Is Driving Under the Influence a Felony?
The most commonly charged crime in California is driving under the influence (DUI). As the crackdown on drunk driving continues; prosecutors, legislators, and the California courts are increasingly looking toward the expansion of enforcement and the Los Angeles driver’s criminal and civil liability.
Recently, the punishment has been drastically increased by interpreting the conduct as fitting a more serious type of crime: felony drunk driving.
Because it can be treated as a felony (when the drunk driving results in an injury to another party where there is “bodily injury” or “substantial bodily harm”), it is punishable by incarceration for at least one year in state prison.
If you are convicted, in addition to this punishment, DUI expenses are very high and still continuing to increase. You can expect fines, costs, license reinstatement fees, and higher automobile insurance (even years after your license is reinstated). You may also have to pay for alcohol counseling and probation fees. Studies have found that the average DUI can cost anywhere from $5,000 to $20,000.
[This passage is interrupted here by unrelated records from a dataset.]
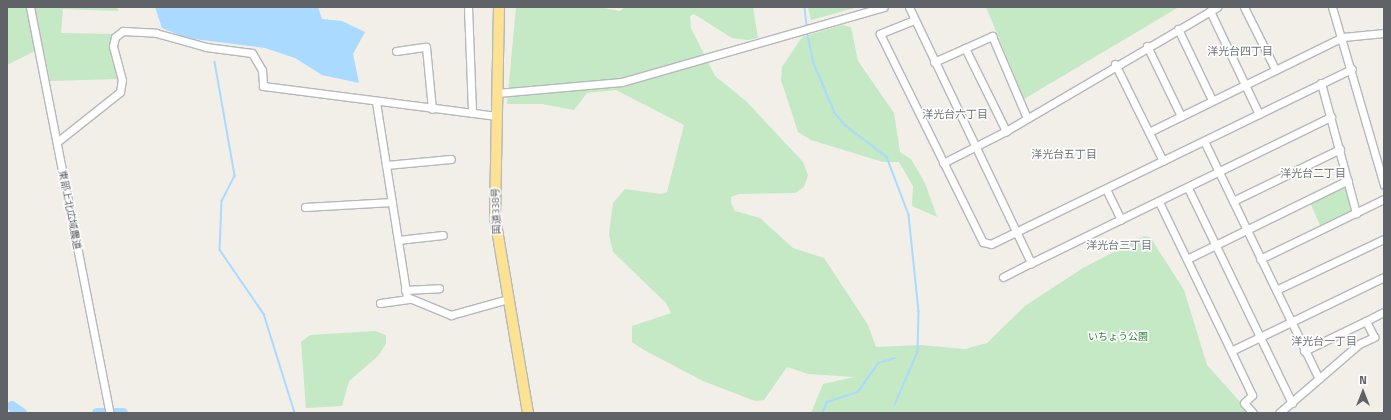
<!DOCTYPE html>
<meta charset="utf-8">
<style>
body{margin:0}
#map{position:relative;width:1391px;height:420px;overflow:hidden;background:#f1efe8;font-family:"Titillium Web","Noto Sans JP",sans-serif}
div>[style]{position:absolute}
[style*='--x']{left:calc(var(--x)*1px);top:calc(var(--y)*1px);width:calc(var(--w)*1px);rotate:calc(var(--a)*1deg)}
.green>*{inset:0;background:#c5e8c5}
.water>*{inset:0;background:#aadaff}
.stream>*{height:1.5px;margin:-0.75px;padding:0 0.75px;transform-origin:0.75px;border-radius:0.75px;background:#aadaff}
.river>*{height:10px;margin:-5px;padding:0 5px;transform-origin:5px;border-radius:5px;background:#aadaff}
.roads{filter:drop-shadow(1px 0 #b5b8bc) drop-shadow(-1px 0 #b5b8bc) drop-shadow(0 1px #b5b8bc) drop-shadow(0 -1px #b5b8bc)}
.minor>*{height:7px;margin:-3.5px;padding:0 3.5px;transform-origin:3.5px;border-radius:3.5px;background:#fff}
.highway>*{height:10px;margin:-5px;padding:0 5px;transform-origin:5px;border-radius:5px;background:#fde293}
span{translate:-50% -50%;white-space:nowrap;text-align:center;line-height:1.15;-webkit-text-stroke:3px #fff;paint-order:stroke}
.street-label{font-size:10px;color:#5f6368}
.park-label{font-size:10px;color:#348238}
.neighbourhood-label{font-size:11px;color:#70757a}
.frame{position:absolute;inset:0;border:8px solid #5f6368;pointer-events:none}
.north{position:absolute;left:1343px;top:372px;width:40px;height:40px;-webkit-text-stroke:3px #fff;paint-order:stroke;rotate:0deg;font-size:11px;font-weight:700;line-height:16px;text-align:center;color:#5f6368}
.north::after{content:'';display:block;margin:auto;width:14px;height:18px;background:#5f6368;clip-path:polygon(50% 0,100% 100%,50% 72%,0 100%)}
</style>
<div id="map">
<div class="green">
<i style="clip-path:polygon(7px 7px,116px 7px,119px 11px,63px 9px,61px 33px,115px 34px,119px 79px,50px 81px,43px 47px,7px 65px)"></i>
<i style="clip-path:polygon(516px 7px,597px 7px,620px 11px,625px 7px,753px 7px,758px 38px,748px 40px,732px 38px,694px 14px,690px 16px,691px 28px,715px 76px,746px 101px,788px 146px,803px 162px,808px 175px,804px 187px,795px 193px,739px 194px,731px 197px,731px 203px,735px 211px,760px 218px,793px 248px,824px 258px,868px 325px,876px 347px,921px 345px,965px 349px,987px 343px,1025px 306px,1083px 268px,1144px 236px,1150px 237px,1184px 290px,1207px 365px,1250px 413px,811px 413px,823px 384px,854px 377px,808px 374px,787px 367px,764px 400px,755px 401px,703px 381px,644px 350px,632px 342px,632px 326px,671px 313px,666px 303px,613px 252px,609px 234px,613px 203px,625px 189px,661px 194px,667px 192px,684px 125px,616px 90px,587px 93px,574px 110px,542px 104px,507px 104px)"></i>
<i style="clip-path:polygon(808px 7px,858px 7px,811px 20px)"></i>
<i style="clip-path:polygon(986px 7px,1179px 7px,1024px 99px)"></i>
<i style="clip-path:polygon(842px 25px,851px 27px,858px 61px,894px 113px,900px 152px,911px 159px,925px 183px,937px 217px,912px 206px,913px 186px,899px 162px,883px 162px,811px 140px,798px 132px,781px 80px,782px 67px,802px 37px)"></i>
<i style="clip-path:polygon(1347px 186px,1353px 211px,1321px 227px,1310px 203px)"></i>
<i style="clip-path:polygon(375px 331px,386px 335px,386px 344px,378px 356px,349px 381px,342px 406px,306px 408px,301px 342px,310px 335px)"></i>
</div>
<div class="water">
<i style="clip-path:polygon(155px 7px,318px 7px,322px 19px,342px 21px,365px 32px,353px 54px,359px 83px,322px 75px,295px 58px,265px 48px,186px 38px,162px 28px)"></i>
</div>
<div class="stream">
<i style="--x:805;--y:7;--w:20;--a:84"></i>
<i style="--x:807;--y:31;--w:33;--a:78"></i>
<i style="--x:814;--y:63;--w:54;--a:67.2"></i>
<i style="--x:835;--y:113;--w:16;--a:50"></i>
<i style="--x:845;--y:125;--w:53;--a:37.3"></i>
<i style="--x:887;--y:157;--w:62;--a:69.2"></i>
<i style="--x:909;--y:215;--w:97;--a:84.1"></i>
<i style="--x:919;--y:311;--w:41;--a:91.4"></i>
<i style="--x:918;--y:352;--w:58;--a:113.5"></i>
<i style="--x:215;--y:62;--w:116;--a:80"></i>
<i style="--x:235;--y:176;--w:28;--a:117"></i>
<i style="--x:222;--y:201;--w:49;--a:92.3"></i>
<i style="--x:220;--y:250;--w:78;--a:55.5"></i>
<i style="--x:264;--y:314;--w:104;--a:72.6"></i>
<i style="--x:7;--y:403;--w:11;--a:63"></i>
<i style="--x:822;--y:413;--w:12;--a:-66"></i>
<i style="--x:827;--y:402;--w:33;--a:-18"></i>
<i style="--x:858;--y:392;--w:35;--a:-55"></i>
<i style="--x:878;--y:363;--w:18;--a:-16"></i>
</div>
<div class="river">
<i style="--x:12;--y:406;--w:12;--a:35"></i>
<i style="--x:97;--y:413;--w:26;--a:0"></i>
</div>
<div class="roads">
<div class="minor">
<i style="--x:30;--y:7;--w:414;--a:78.9"></i>
<i style="--x:468;--y:7;--w:106;--a:87.8"></i>
<i style="--x:909;--y:7;--w:284;--a:64.5"></i>
<i style="--x:1031;--y:263;--w:334;--a:-26"></i>
<i style="--x:1244;--y:7;--w:69;--a:63.4"></i>
<i style="--x:1332;--y:7;--w:185;--a:73.7"></i>
<i style="--x:1210;--y:11;--w:114;--a:64.6"></i>
<i style="--x:914;--y:20;--w:37;--a:158"></i>
<i style="--x:880;--y:34;--w:232;--a:63.7"></i>
<i style="--x:983;--y:242;--w:8;--a:14"></i>
<i style="--x:991;--y:244;--w:401;--a:-25.9"></i>
<i style="--x:1178;--y:29;--w:79;--a:64.4"></i>
<i style="--x:1147;--y:46;--w:78;--a:64.1"></i>
<i style="--x:965;--y:48;--w:93;--a:63.7"></i>
<i style="--x:396;--y:51;--w:30;--a:-8"></i>
<i style="--x:426;--y:47;--w:62;--a:84.5"></i>
<i style="--x:934;--y:62;--w:64;--a:-24.1"></i>
<i style="--x:992;--y:36;--w:89;--a:66.9"></i>
<i style="--x:1115;--y:64;--w:108;--a:63.7"></i>
<i style="--x:1321;--y:83;--w:135;--a:74.9"></i>
<i style="--x:497;--y:93;--w:125;--a:-5"></i>
<i style="--x:622;--y:82;--w:272;--a:-16"></i>
<i style="--x:376;--y:102;--w:197;--a:81"></i>
<i style="--x:407;--y:297;--w:48;--a:22.2"></i>
<i style="--x:451;--y:315;--w:59;--a:-15.7"></i>
<i style="--x:1149;--y:132;--w:216;--a:-26.1"></i>
<i style="--x:1343;--y:37;--w:41;--a:-5.6"></i>
<i style="--x:1204;--y:141;--w:264;--a:64.2"></i>
<i style="--x:57;--y:142;--w:80;--a:-38.4"></i>
<i style="--x:120;--y:92;--w:12;--a:-81"></i>
<i style="--x:122;--y:80;--w:35;--a:-105"></i>
<i style="--x:113;--y:46;--w:9;--a:-77"></i>
<i style="--x:115;--y:37;--w:10;--a:-37"></i>
<i style="--x:123;--y:31;--w:33;--a:3"></i>
<i style="--x:156;--y:33;--w:52;--a:15.6"></i>
<i style="--x:206;--y:47;--w:46;--a:7.4"></i>
<i style="--x:252;--y:53;--w:20;--a:60"></i>
<i style="--x:262;--y:70;--w:16;--a:86"></i>
<i style="--x:263;--y:86;--w:236;--a:7.3"></i>
<i style="--x:943;--y:163;--w:71;--a:-26.9"></i>
<i style="--x:1006;--y:131;--w:245;--a:-30.4"></i>
<i style="--x:386;--y:165;--w:65;--a:-5.3"></i>
<i style="--x:1188;--y:188;--w:239;--a:64.2"></i>
<i style="--x:1106;--y:189;--w:34;--a:64"></i>
<i style="--x:1233;--y:201;--w:119;--a:-25.9"></i>
<i style="--x:1159;--y:202;--w:165;--a:64.2"></i>
<i style="--x:1231;--y:351;--w:170;--a:-25.8"></i>
<i style="--x:305;--y:207;--w:87;--a:-3.3"></i>
<i style="--x:398;--y:240;--w:45;--a:-6.3"></i>
<i style="--x:1187;--y:259;--w:179;--a:-26.1"></i>
<i style="--x:1260;--y:259;--w:138;--a:-25.8"></i>
<i style="--x:1003;--y:277;--w:31;--a:-27"></i>
<i style="--x:405;--y:290;--w:34;--a:-3"></i>
<i style="--x:1276;--y:290;--w:119;--a:-25.3"></i>
<i style="--x:380;--y:303;--w:29;--a:-8"></i>
<i style="--x:1231;--y:351;--w:49;--a:64.5"></i>
<i style="--x:1252;--y:395;--w:11;--a:135"></i>
<i style="--x:1244;--y:403;--w:13;--a:48"></i>
<i style="--x:1304;--y:351;--w:69;--a:-25.8"></i>
<i style="--x:1279;--y:413;--w:106;--a:-40.8"></i>
<i style="--x:1359;--y:344;--w:17;--a:-25"></i>
<i style="--x:1374;--y:337;--w:18;--a:-117"></i>
<i style="--x:1366;--y:321;--w:20;--a:-27"></i>
</div>
<div class="highway">
<i style="--x:499;--y:7;--w:211;--a:91.1"></i>
<i style="--x:495;--y:218;--w:198;--a:80.4"></i>
</div>
</div>
<div class="street-label">
<span style="left:70px;top:210px;rotate:79deg">東部上北広域農道</span>
<span style="left:496px;top:211px;rotate:-92deg">国道338号</span>
</div>
<div class="park-label">
<span style="left:1118px;top:337px">いちょう公園</span>
</div>
<div class="neighbourhood-label">
<span style="left:1240px;top:51px">洋光台四丁目</span>
<span style="left:955px;top:114px">洋光台六丁目</span>
<span style="left:1064px;top:154px">洋光台五丁目</span>
<span style="left:1313px;top:173px">洋光台二丁目</span>
<span style="left:1119px;top:245px">洋光台三丁目</span>
<span style="left:1324px;top:341px">洋光台一丁目</span>
</div>
<div class="frame"></div>
<div class="north">N</div>
</div>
This is why, between the costs and the possibility of being convicted of a felony, it is critical to consult with DUI lawyers before committing to any plea or arrangement with the District Attorney (“DA”).
There are many critical, small details in determining if the accident really can be defined as a felony. The McFarlin LLP Criminal Investigations and Defense Practice include a group of DUI lawyers that focus on just these kinds of issues.
The following are three further elements that have been added to the statutory requirements:
1. Violation of a statute: the violation must consist of another traffic offense such as running a traffic light, speeding, or reckless driving.
2. Bodily Injury: the bodily injury must be caused by the violation of the statute.
3. Proximate Causation: the source of causation must be from the violation.